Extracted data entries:
►

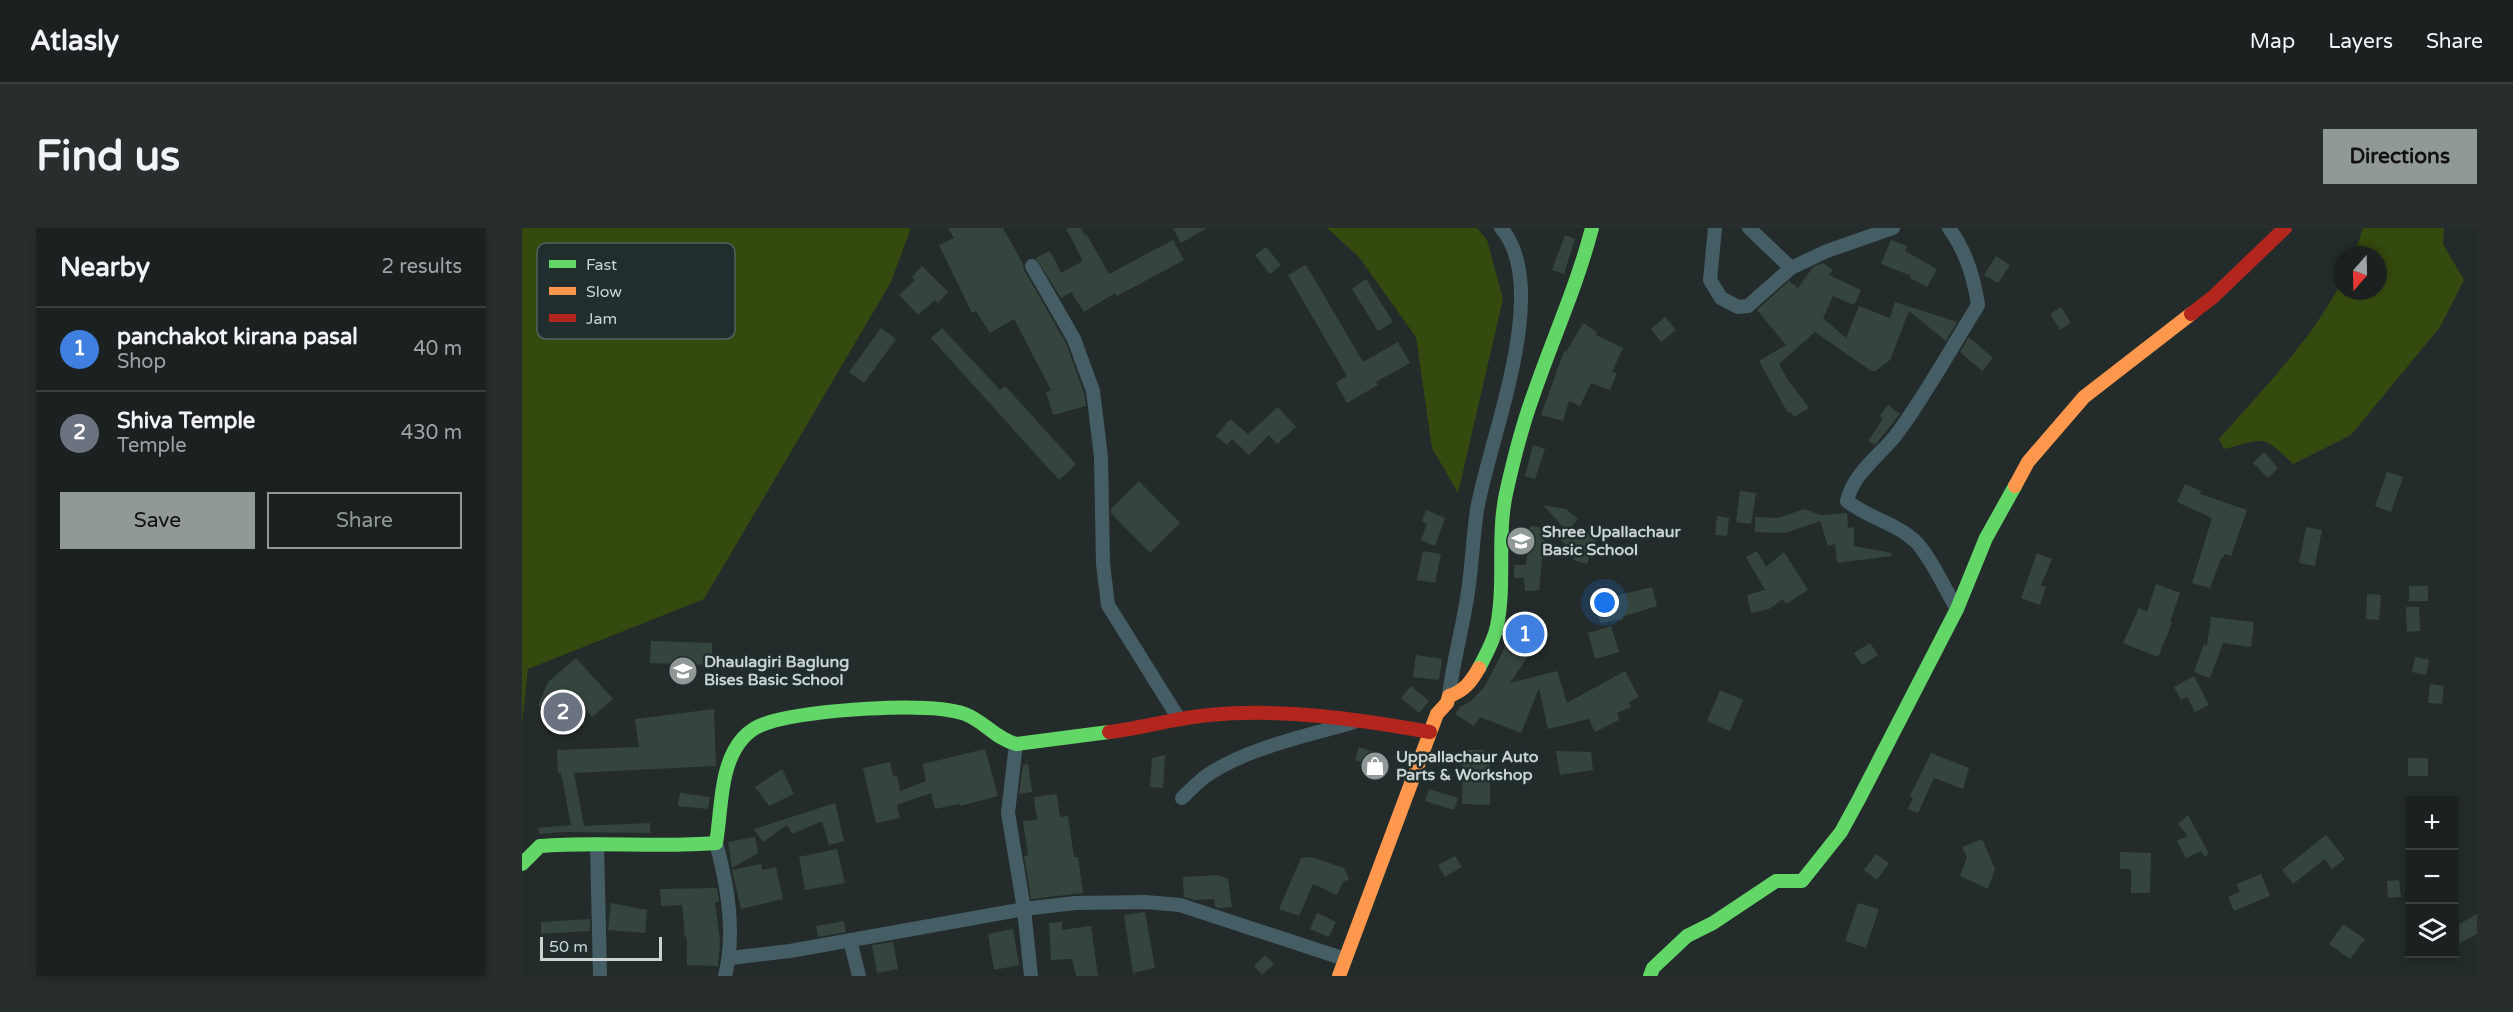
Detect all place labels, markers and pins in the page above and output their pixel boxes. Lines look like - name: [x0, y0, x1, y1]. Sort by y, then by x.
- place label: Shree Upallachaur Basic School: [1542, 522, 1681, 560]
- school or university icon: Shree Upallachaur Basic School: [1505, 525, 1537, 557]
- pin: 1: [1506, 612, 1544, 656]
- place label: Dhaulagiri Baglung Bises Basic School: [704, 652, 849, 690]
- school or university icon: Dhaulagiri Baglung Bises Basic School: [667, 655, 699, 687]
- pin: 2: [544, 690, 582, 734]
- place label: Uppallachaur Auto Parts & Workshop: [1396, 747, 1539, 785]
- shop icon: Uppallachaur Auto Parts & Workshop: [1359, 750, 1391, 782]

◄

WHAT IS REQUIRED >>
Omit every image. Quote each record exactly.

YOUR RESPONSE >>
Detect all place labels, markers and pins in the page above and output their pixel boxes. Lines look like - name: [x0, y0, x1, y1]. Sort by y, then by x.
- place label: Shree Upallachaur Basic School: [1542, 522, 1681, 560]
- school or university icon: Shree Upallachaur Basic School: [1505, 525, 1537, 557]
- pin: 1: [1506, 612, 1544, 656]
- place label: Dhaulagiri Baglung Bises Basic School: [704, 652, 849, 690]
- school or university icon: Dhaulagiri Baglung Bises Basic School: [667, 655, 699, 687]
- pin: 2: [544, 690, 582, 734]
- place label: Uppallachaur Auto Parts & Workshop: [1396, 747, 1539, 785]
- shop icon: Uppallachaur Auto Parts & Workshop: [1359, 750, 1391, 782]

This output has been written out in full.